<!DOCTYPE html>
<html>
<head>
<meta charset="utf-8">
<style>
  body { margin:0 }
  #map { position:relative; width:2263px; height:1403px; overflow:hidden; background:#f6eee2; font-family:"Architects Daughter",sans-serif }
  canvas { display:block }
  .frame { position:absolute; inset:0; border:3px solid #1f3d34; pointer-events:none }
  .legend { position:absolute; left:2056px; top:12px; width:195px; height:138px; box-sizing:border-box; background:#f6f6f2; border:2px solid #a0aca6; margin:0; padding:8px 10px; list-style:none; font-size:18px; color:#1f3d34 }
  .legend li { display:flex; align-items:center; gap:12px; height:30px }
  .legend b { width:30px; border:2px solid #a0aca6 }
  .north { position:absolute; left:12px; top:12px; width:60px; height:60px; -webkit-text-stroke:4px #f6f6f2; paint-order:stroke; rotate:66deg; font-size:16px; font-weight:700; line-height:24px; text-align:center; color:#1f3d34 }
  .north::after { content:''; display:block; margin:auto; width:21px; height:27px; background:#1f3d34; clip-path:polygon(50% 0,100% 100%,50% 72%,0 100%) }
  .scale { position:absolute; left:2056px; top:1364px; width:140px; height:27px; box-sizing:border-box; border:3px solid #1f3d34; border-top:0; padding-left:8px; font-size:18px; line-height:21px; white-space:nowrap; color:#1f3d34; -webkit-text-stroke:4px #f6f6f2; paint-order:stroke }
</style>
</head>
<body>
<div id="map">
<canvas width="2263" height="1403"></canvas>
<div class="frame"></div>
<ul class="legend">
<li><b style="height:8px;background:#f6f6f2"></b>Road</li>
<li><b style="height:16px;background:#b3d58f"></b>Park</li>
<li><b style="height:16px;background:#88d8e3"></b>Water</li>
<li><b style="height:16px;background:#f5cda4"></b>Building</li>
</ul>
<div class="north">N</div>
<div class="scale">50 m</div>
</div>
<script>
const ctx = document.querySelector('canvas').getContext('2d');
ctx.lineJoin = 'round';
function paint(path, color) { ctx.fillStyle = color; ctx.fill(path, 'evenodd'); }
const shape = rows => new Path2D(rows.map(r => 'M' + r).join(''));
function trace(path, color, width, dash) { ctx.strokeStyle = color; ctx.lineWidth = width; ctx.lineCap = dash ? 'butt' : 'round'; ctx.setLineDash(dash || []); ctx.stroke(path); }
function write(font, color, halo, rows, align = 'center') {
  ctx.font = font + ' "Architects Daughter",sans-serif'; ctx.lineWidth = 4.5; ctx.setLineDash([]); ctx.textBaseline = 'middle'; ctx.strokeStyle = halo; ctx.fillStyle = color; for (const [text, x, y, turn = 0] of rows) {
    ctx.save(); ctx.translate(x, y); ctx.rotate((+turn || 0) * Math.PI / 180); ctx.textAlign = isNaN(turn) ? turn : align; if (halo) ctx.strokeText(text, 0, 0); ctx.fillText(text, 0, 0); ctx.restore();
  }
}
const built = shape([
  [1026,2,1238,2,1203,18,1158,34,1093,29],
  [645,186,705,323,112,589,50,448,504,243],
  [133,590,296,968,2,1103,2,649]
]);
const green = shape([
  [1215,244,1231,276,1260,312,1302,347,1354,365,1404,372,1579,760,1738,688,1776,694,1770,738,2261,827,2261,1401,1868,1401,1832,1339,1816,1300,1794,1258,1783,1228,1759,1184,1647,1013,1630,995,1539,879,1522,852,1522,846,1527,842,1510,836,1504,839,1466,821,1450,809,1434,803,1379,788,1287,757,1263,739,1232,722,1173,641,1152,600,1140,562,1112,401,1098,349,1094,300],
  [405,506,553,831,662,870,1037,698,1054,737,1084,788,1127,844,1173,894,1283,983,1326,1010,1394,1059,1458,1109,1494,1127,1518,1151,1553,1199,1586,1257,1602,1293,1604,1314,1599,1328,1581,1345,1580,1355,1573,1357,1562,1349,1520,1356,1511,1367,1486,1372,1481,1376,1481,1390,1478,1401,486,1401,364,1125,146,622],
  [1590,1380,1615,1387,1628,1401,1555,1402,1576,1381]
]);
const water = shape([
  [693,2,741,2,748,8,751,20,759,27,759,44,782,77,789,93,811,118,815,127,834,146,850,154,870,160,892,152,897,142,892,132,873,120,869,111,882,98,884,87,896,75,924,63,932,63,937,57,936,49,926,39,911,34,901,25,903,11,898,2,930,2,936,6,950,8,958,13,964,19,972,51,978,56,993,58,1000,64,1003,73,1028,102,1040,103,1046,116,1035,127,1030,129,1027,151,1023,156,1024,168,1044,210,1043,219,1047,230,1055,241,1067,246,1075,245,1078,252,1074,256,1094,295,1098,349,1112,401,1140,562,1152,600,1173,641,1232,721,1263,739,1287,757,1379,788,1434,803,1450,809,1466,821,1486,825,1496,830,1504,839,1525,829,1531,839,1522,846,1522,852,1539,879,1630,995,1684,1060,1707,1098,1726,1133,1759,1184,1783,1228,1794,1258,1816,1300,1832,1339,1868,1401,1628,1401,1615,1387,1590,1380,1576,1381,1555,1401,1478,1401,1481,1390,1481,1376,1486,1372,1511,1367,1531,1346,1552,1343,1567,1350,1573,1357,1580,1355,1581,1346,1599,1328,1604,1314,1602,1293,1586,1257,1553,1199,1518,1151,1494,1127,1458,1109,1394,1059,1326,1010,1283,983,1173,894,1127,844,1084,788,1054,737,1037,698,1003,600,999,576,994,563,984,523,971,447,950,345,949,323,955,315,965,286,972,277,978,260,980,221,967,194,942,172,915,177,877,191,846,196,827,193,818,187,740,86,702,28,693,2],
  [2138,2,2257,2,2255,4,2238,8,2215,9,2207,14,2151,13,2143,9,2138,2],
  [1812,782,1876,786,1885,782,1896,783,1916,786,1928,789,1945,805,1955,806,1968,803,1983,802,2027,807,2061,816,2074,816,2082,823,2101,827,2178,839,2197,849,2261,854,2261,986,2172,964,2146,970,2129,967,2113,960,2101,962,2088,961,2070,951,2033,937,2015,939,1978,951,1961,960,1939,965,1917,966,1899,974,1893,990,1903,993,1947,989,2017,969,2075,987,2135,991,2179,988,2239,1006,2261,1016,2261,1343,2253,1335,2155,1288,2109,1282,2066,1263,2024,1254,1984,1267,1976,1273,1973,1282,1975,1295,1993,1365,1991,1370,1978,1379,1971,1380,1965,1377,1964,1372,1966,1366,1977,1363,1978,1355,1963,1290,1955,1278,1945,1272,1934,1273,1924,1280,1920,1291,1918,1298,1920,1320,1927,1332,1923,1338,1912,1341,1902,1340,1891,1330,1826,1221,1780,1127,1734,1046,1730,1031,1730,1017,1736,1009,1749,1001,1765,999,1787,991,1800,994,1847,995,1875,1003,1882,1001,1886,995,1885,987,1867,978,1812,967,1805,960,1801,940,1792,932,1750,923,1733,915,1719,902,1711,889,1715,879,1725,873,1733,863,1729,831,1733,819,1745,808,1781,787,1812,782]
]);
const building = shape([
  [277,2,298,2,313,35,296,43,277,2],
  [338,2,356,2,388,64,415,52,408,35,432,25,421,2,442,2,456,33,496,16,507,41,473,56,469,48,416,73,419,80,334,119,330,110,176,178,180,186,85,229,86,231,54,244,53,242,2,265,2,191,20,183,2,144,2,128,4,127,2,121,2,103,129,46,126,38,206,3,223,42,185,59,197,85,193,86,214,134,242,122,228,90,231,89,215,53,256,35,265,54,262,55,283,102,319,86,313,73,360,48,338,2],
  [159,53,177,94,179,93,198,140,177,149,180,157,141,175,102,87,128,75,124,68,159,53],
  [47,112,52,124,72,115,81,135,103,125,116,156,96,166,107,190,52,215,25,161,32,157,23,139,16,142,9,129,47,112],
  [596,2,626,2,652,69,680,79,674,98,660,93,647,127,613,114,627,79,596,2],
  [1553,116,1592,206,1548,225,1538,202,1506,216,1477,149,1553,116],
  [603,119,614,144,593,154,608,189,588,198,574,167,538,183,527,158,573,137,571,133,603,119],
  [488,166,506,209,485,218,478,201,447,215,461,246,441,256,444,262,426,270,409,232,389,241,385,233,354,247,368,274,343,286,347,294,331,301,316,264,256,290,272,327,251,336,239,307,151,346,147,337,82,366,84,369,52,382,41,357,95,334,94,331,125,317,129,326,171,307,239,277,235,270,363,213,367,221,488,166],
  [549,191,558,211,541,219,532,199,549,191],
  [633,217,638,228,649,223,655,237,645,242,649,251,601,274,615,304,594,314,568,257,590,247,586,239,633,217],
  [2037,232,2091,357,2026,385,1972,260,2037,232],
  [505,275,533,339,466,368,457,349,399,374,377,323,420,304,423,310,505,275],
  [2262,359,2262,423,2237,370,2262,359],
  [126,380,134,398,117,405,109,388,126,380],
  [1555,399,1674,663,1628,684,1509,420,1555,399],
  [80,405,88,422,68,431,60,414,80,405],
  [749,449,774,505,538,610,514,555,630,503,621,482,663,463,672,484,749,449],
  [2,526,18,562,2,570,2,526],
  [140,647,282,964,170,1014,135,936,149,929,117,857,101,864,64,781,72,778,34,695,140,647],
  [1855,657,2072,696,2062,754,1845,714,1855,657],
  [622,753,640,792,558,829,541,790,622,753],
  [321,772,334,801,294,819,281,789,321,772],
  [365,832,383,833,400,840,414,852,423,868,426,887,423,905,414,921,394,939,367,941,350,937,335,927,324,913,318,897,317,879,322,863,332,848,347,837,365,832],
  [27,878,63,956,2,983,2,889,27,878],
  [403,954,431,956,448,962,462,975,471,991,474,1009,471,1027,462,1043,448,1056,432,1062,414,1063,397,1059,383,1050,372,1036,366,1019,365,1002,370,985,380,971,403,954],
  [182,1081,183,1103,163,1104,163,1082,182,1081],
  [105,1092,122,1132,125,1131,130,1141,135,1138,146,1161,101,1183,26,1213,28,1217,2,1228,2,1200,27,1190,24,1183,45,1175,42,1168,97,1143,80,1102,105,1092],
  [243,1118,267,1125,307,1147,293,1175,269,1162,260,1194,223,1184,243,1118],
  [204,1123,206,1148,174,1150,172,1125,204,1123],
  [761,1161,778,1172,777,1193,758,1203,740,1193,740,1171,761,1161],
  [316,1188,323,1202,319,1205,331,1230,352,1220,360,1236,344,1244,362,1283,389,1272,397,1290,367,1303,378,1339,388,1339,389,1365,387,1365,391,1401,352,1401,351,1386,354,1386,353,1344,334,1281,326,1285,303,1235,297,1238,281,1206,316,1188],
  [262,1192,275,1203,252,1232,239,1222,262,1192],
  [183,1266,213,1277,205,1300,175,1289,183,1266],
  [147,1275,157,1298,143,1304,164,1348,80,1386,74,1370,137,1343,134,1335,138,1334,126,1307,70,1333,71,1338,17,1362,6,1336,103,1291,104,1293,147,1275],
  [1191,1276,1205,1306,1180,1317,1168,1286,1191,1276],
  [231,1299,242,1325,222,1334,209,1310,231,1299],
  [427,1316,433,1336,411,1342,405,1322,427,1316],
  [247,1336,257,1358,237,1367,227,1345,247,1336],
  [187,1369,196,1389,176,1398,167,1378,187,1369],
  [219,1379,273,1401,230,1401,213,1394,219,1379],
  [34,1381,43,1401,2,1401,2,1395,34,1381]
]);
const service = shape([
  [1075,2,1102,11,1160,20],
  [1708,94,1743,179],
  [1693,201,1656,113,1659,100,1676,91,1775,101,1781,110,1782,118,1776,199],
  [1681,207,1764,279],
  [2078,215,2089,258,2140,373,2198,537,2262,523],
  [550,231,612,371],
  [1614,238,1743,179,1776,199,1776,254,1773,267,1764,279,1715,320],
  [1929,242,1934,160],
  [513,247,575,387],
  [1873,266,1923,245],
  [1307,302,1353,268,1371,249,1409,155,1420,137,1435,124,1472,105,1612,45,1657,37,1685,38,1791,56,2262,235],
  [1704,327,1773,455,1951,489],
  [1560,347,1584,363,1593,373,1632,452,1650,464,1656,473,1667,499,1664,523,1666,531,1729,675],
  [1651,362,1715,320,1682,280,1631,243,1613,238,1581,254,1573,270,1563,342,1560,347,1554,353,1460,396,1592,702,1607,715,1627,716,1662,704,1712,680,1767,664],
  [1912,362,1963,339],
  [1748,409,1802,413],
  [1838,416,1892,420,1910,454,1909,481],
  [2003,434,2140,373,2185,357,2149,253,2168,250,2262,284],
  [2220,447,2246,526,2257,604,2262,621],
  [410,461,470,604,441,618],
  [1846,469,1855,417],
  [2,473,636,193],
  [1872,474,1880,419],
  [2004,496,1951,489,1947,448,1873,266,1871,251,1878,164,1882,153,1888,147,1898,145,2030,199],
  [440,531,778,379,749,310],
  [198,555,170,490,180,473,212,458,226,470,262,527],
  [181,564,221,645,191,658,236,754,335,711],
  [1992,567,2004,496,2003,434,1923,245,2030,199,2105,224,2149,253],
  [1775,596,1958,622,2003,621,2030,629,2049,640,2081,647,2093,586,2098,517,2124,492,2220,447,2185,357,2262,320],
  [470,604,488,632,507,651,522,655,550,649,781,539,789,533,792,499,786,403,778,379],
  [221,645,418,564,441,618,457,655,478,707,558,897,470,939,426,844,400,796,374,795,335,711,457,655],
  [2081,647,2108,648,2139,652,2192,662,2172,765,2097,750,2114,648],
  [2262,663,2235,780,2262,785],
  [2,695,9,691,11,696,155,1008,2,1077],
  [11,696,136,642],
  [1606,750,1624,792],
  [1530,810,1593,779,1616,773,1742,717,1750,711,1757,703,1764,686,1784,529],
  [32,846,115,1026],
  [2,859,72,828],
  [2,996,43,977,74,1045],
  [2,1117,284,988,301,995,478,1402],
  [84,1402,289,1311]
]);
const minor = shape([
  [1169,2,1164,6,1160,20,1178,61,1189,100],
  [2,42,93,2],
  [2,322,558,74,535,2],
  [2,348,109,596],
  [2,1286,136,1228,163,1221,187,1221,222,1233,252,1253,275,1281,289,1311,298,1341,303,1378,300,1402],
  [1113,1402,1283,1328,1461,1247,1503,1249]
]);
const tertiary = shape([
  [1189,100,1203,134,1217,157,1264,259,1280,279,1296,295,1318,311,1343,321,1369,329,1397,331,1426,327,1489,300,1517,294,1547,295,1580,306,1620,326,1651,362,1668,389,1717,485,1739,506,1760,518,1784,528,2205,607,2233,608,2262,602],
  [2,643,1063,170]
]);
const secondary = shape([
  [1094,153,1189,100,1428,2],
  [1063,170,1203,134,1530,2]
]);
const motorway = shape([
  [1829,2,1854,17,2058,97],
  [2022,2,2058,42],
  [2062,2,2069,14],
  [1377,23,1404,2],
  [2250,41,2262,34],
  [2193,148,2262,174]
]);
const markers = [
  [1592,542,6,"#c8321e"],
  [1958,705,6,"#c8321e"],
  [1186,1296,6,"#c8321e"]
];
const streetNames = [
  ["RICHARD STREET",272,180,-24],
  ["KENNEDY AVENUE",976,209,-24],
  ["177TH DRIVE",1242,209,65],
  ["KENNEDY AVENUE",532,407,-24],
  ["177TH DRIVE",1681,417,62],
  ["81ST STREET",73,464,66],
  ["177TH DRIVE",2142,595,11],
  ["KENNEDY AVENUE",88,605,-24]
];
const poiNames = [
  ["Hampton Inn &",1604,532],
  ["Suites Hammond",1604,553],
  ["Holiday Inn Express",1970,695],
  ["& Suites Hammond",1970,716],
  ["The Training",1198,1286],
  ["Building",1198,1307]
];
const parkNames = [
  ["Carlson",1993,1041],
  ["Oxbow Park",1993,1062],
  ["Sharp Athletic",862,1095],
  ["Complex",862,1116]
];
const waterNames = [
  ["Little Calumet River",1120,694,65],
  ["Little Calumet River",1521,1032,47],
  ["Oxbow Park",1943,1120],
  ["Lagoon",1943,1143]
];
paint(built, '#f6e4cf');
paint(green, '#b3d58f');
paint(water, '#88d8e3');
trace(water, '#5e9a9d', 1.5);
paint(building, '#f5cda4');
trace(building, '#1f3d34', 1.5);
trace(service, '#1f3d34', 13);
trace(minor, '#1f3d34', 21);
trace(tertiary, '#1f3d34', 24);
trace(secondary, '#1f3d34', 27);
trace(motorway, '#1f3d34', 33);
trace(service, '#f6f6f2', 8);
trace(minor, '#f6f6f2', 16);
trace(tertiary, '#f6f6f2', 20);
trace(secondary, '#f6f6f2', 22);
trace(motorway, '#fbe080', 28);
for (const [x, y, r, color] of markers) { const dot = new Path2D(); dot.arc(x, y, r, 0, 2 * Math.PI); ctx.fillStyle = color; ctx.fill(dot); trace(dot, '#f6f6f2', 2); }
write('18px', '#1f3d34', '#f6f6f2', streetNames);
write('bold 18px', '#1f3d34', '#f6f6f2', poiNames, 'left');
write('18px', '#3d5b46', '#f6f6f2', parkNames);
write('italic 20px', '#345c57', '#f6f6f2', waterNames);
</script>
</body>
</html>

##########

§ **What needs to be done**
Give the number of lines in the records that contain the string "rows", with no other output.

§ **Written solution**
3